The green block in the graph marks $P_{Y|X}(⋅)$ with $|X|$ inputs and $|Y|$ outputs. Blue connections mark transition probabilities $\text{Pr}(y_i | x_μ)$ starting from $x_μ$ with $1 ≤ i ≤ |Y|$, while all red connections end at $y_κ$: $\text{Pr}(y_κ | x_i)$ with $1 ≤ i ≤ |X|$.
Before we give the entropies for the individual probability functions, viz.
- $$P_X(X) ⇒ H(X),\hspace{0.5cm} P_Y(Y) ⇒ H(Y), \hspace{0.5cm} P_{XY}(X) ⇒ H(XY), \hspace{0.5cm} P_{Y|X}(Y|X) ⇒ H(Y|X),\hspace{0.5cm} P_{X|Y}(X|Y) ⇒ H(X|Y),$$
the above statements are to be illustrated by an example.
$\text{Example 1}$: In the book "Channel Coding" we also deal with the Binary Erasure Channel $\rm (BEC)$, which is sketched in a somewhat modified form on the right. The following prerequisites apply:
- Let the input alphabet be binary ⇒ $X = \{0,\ 1 \}$ ⇒ $\vert X\vert = 2$ while three values are possible at the output ⇒ $Y = \{0,\ 1,\ \text{E} \}$ ⇒ $\vert Y\vert = 3$.
- The symbol $\text{E}$ indicates the case that the receiver cannot decide for one of the binary symbols $0$ or $1$ due to too much channel interference. "E" stands for erasure.
- With the $\rm BEC$ according to the above sketch, both a transmitted $0$ and a $1$ are erased with probability $λ$ while the probability of a correct transmission is $1 – λ$ in each case.
- In contrast, transmission errors are excluded by the BEC model
⇒ the conditional probabilities $\text{Pr}(Y = 1 \vert X = 0)$ and $\text{Pr}(Y = 0 \vert X = 1)$ are both zero.

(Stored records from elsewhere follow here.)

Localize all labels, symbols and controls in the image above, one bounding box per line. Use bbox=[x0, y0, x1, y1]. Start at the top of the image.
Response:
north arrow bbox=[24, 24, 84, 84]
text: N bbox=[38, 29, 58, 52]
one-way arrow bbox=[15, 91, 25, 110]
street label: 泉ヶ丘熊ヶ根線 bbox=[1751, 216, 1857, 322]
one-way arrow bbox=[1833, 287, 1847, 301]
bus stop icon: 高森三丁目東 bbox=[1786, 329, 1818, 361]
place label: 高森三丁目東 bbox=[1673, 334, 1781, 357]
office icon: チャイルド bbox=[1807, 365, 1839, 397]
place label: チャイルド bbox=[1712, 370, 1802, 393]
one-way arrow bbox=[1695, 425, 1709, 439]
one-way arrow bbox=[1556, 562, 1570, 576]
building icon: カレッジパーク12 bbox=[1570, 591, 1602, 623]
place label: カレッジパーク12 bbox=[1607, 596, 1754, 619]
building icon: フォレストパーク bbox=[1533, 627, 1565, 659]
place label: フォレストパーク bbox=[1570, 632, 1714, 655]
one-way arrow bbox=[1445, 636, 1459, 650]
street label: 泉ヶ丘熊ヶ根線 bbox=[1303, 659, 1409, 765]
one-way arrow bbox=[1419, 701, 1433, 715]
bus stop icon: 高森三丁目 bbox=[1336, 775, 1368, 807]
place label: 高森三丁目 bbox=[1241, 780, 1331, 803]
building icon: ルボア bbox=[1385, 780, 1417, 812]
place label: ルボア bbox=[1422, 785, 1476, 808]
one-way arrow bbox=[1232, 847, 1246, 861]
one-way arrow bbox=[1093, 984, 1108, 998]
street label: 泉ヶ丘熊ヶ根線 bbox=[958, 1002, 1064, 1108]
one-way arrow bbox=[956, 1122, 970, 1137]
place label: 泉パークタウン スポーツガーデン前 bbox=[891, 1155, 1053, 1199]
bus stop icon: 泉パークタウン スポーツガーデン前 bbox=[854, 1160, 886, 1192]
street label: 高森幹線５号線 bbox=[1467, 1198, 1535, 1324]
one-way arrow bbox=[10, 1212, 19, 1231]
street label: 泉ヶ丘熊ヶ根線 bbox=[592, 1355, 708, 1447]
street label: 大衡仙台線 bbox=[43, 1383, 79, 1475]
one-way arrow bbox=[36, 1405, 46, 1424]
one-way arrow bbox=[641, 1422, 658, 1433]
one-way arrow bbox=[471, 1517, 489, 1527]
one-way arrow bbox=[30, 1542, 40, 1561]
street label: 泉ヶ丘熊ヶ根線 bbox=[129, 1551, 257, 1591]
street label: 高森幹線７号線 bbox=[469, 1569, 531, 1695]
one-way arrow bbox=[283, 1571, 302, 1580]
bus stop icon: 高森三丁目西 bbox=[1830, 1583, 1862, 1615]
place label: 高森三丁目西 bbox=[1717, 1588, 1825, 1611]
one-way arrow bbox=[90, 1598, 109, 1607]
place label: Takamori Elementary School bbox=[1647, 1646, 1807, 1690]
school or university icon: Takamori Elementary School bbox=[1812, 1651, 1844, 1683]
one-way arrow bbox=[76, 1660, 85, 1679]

At the transmitter, the "zeros" and "ones" would not necessarily be equally probable. Rather, we use the probability mass functions
- $$\begin{align*}P_X(X) & = \big ( {\rm Pr}( X = 0)\hspace{0.05cm},\hspace{0.2cm} {\rm Pr}( X = 1) \big )\hspace{0.05cm},\\ P_Y(Y) & = \big ( {\rm Pr}( Y = 0)\hspace{0.05cm},\hspace{0.2cm} {\rm Pr}( Y = 1)\hspace{0.05cm},\hspace{0.2cm} {\rm Pr}( Y = {\rm E}) \big )\hspace{0.05cm}.\end{align*}$$
From the above model we then get:
- $$\begin{align*}P_Y(0) & = {\rm Pr}( Y \hspace{-0.1cm} = 0) = P_X(0) \cdot ( 1 - \lambda)\hspace{0.05cm}, \\ P_Y(1) & = {\rm Pr}( Y \hspace{-0.1cm} = 1) = P_X(1) \cdot ( 1 - \lambda)\hspace{0.05cm}, \\ P_Y({\rm E}) & = {\rm Pr}( Y \hspace{-0.1cm} = {\rm E}) = P_X(0) \cdot \lambda \hspace{0.1cm}+\hspace{0.1cm} P_X(1) \cdot \lambda \hspace{0.05cm}.\end{align*}$$
If we now take $P_X(X)$ and $P_Y(Y)$ to be vectors, the result can be represented as follows:
- $$P_{\hspace{0.05cm}Y}(Y) = P_X(X) \cdot P_{\hspace{0.05cm}Y\hspace{-0.01cm}\vert \hspace{-0.01cm}X}(Y\hspace{-0.01cm} \vert \hspace{-0.01cm} X) \hspace{0.05cm},$$
where the transition probabilities $\text{Pr}(y_κ\vert x_μ)$ are accounted for by the following matrix:
- $$P_{\hspace{0.05cm}Y\hspace{-0.01cm} \vert \hspace{-0.01cm}X}(Y\hspace{-0.01cm} \vert \hspace{-0.01cm} X) = \begin{pmatrix} 1 - \lambda & 0 & \lambda\\ 0 & 1 - \lambda & \lambda \end{pmatrix}\hspace{0.05cm}.$$
Note:
- We have chosen this representation only to simplify the description.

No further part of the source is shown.